Bug 1917579

Summary: DNS daemonset rollout is taking 5.27 hours on a 250 node cluster during the upgrades
Product: OpenShift Container Platform Reporter: Naga Ravi Chaitanya Elluri <nelluri>
Component: NetworkingAssignee: aos-network-edge-staff <aos-network-edge-staff>
Networking sub component: DNS QA Contact: Hongan Li <hongli>
Status: CLOSED DUPLICATE Docs Contact:
Severity: unspecified    
Priority: unspecified CC: amcdermo, aos-bugs, nelluri, sdodson, sgreene, wking
Version: 4.7Keywords: Upgrades
Target Milestone: ---   
Target Release: ---   
Hardware: Unspecified   
OS: Linux   
Whiteboard: aos-scalability-47
Fixed In Version: Doc Type: If docs needed, set a value
Doc Text:
Story Points: ---
Clone Of: Environment:
Last Closed: 2021-01-19 17:53:12 UTC Type: Bug
Regression: --- Mount Type: ---
Documentation: --- CRM:
Verified Versions: Category: ---
oVirt Team: --- RHEL 7.3 requirements from Atomic Host:
Cloudforms Team: --- Target Upstream Version:
Embargoed:

Description Naga Ravi Chaitanya Elluri 2021-01-18 20:00:04 UTC
Description of problem:
DNS cluster operator is taking ~5 hours for the daemonsets to roll out on a 250 node cluster during the upgrade from 4.6.9 -> 4.7.0-fc.2 even when the max unavilable replicas is set to 10% instead of 1 after patching https://bugzilla.redhat.com/show_bug.cgi?id=1880148:

  updateStrategy:
    rollingUpdate:
      maxUnavailable: 10%
    type: RollingUpdate

The replicas seem to still rollout one at a time: https://snapshot.raintank.io/dashboard/snapshot/NOB8VPaH1UUNQIdl2gl5CwREdiPiWYwX.
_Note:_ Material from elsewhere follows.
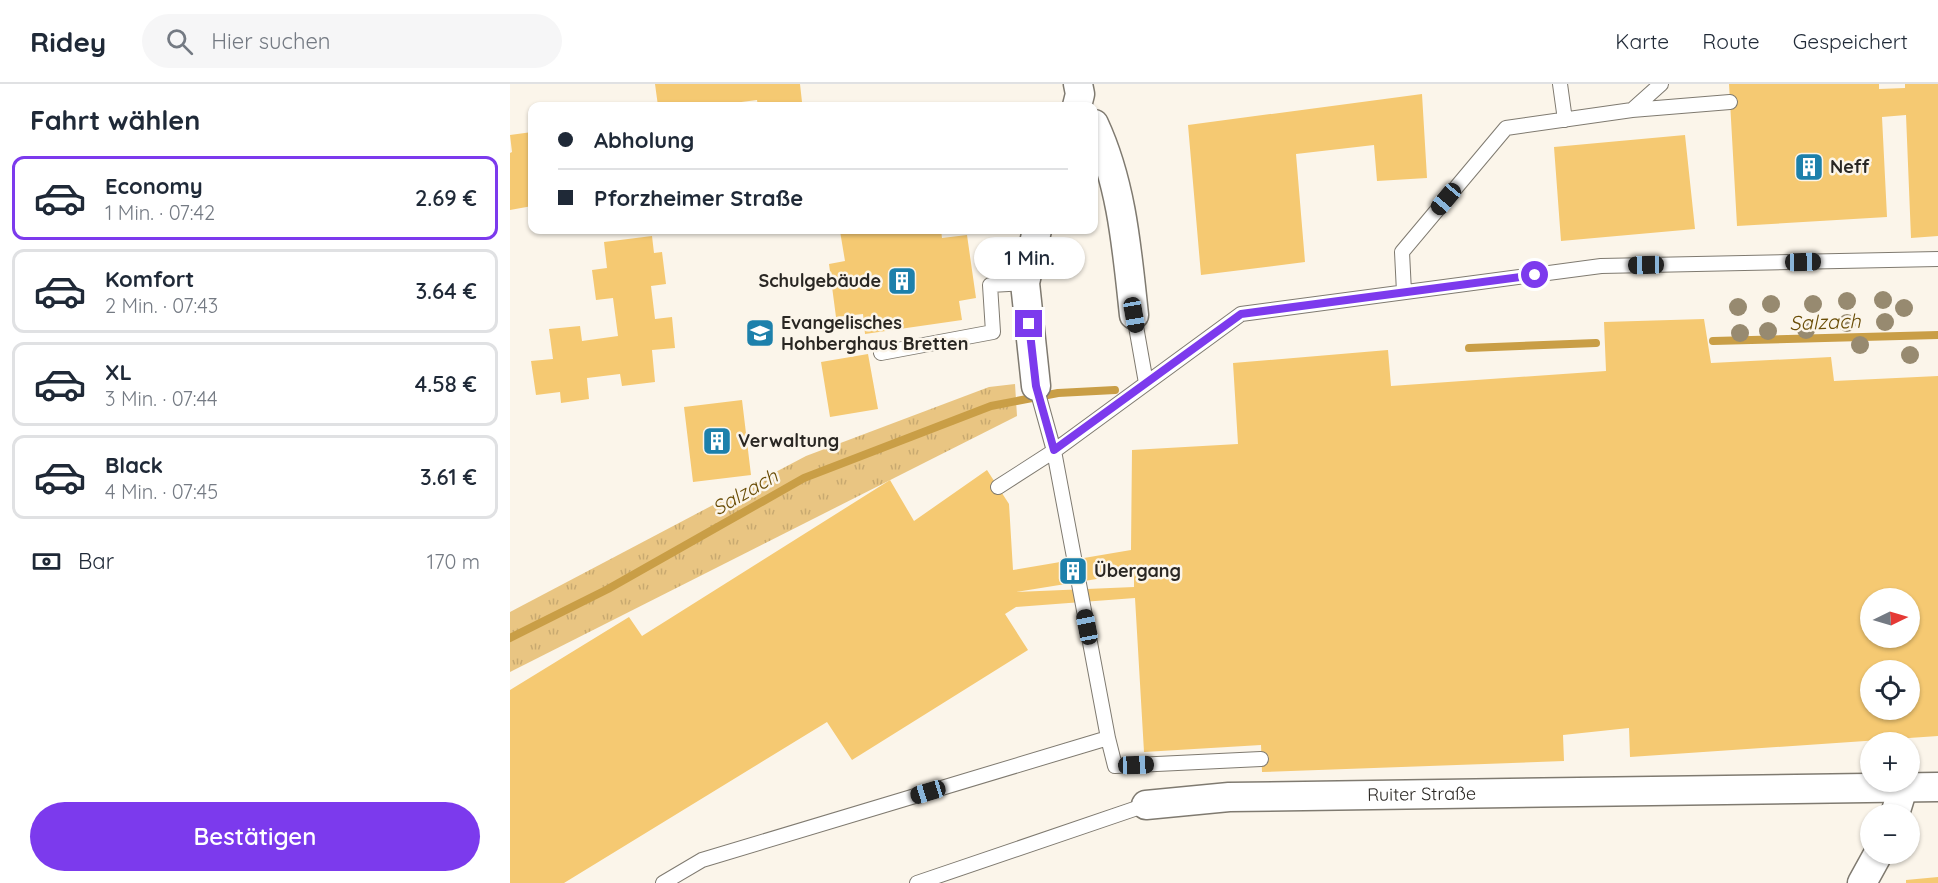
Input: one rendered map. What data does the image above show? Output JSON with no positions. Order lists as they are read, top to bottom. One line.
{"streets":{"street":["Ruiter Straße"]},"water":["Salzach"],"places":{"building":["Neff","Schulgebäude","Verwaltung","Übergang"],"school or university":["Evangelisches Hohberghaus Bretten"]},"north":"right","page":{"header":"Ridey","search":"Hier suchen","nav":["Karte","Route","Gespeichert"],"heading":"Fahrt wählen","banner":["Abholung","Pforzheimer Straße"],"list":[{"name":"Economy","note":"1 Min. · 07:42","value":"2.69 €"},{"name":"Komfort","note":"2 Min. · 07:43","value":"3.64 €"},{"name":"XL","note":"3 Min. · 07:44","value":"4.58 €"},{"name":"Black","note":"4 Min. · 07:45","value":"3.61 €"}],"bubble":"1 Min.","pay":["Bar","170 m"],"map_buttons":["+","−"],"buttons":"Bestätigen"}}
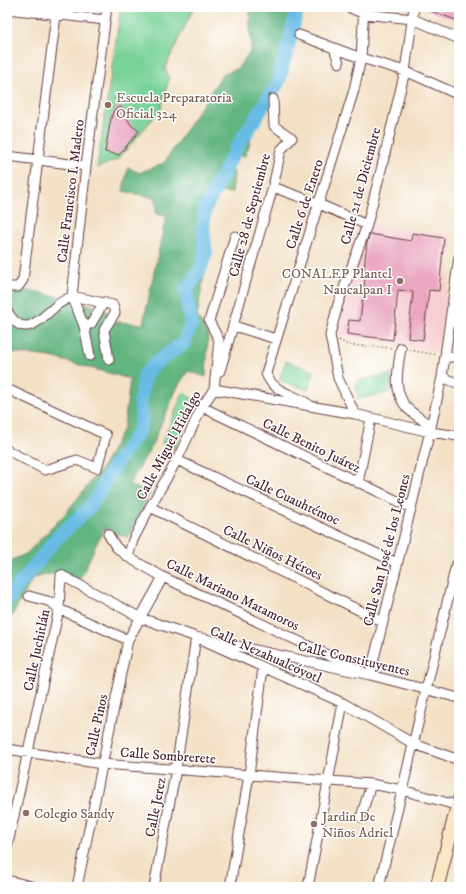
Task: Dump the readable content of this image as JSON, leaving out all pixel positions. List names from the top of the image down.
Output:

Logs: http://dell-r510-01.perf.lab.eng.rdu2.redhat.com/large-scale/4.7-sdn-kube-1.20/bugs/dns-slow-rollout-upgrades/
 
Version-Release number of selected component (if applicable):
4.7.0-fc.2

How reproducible:
We just ran the upgrade once for this version.

Steps to Reproduce:
1. Install a large scale cluster using 4.6.9 bits.
2. Upgrade to 4.7.0-fc.2
3. Monitor the upgrade timing of the dns cluster operator

Actual results:
1 replica of DNS daemonset is rolled out at a time.

Expected results:
10% of the replicas are rolled out at a time.

Additional info:

Comment 1 Andrew McDermott 2021-01-19 17:53:12 UTC

*** This bug has been marked as a duplicate of bug 1903887 ***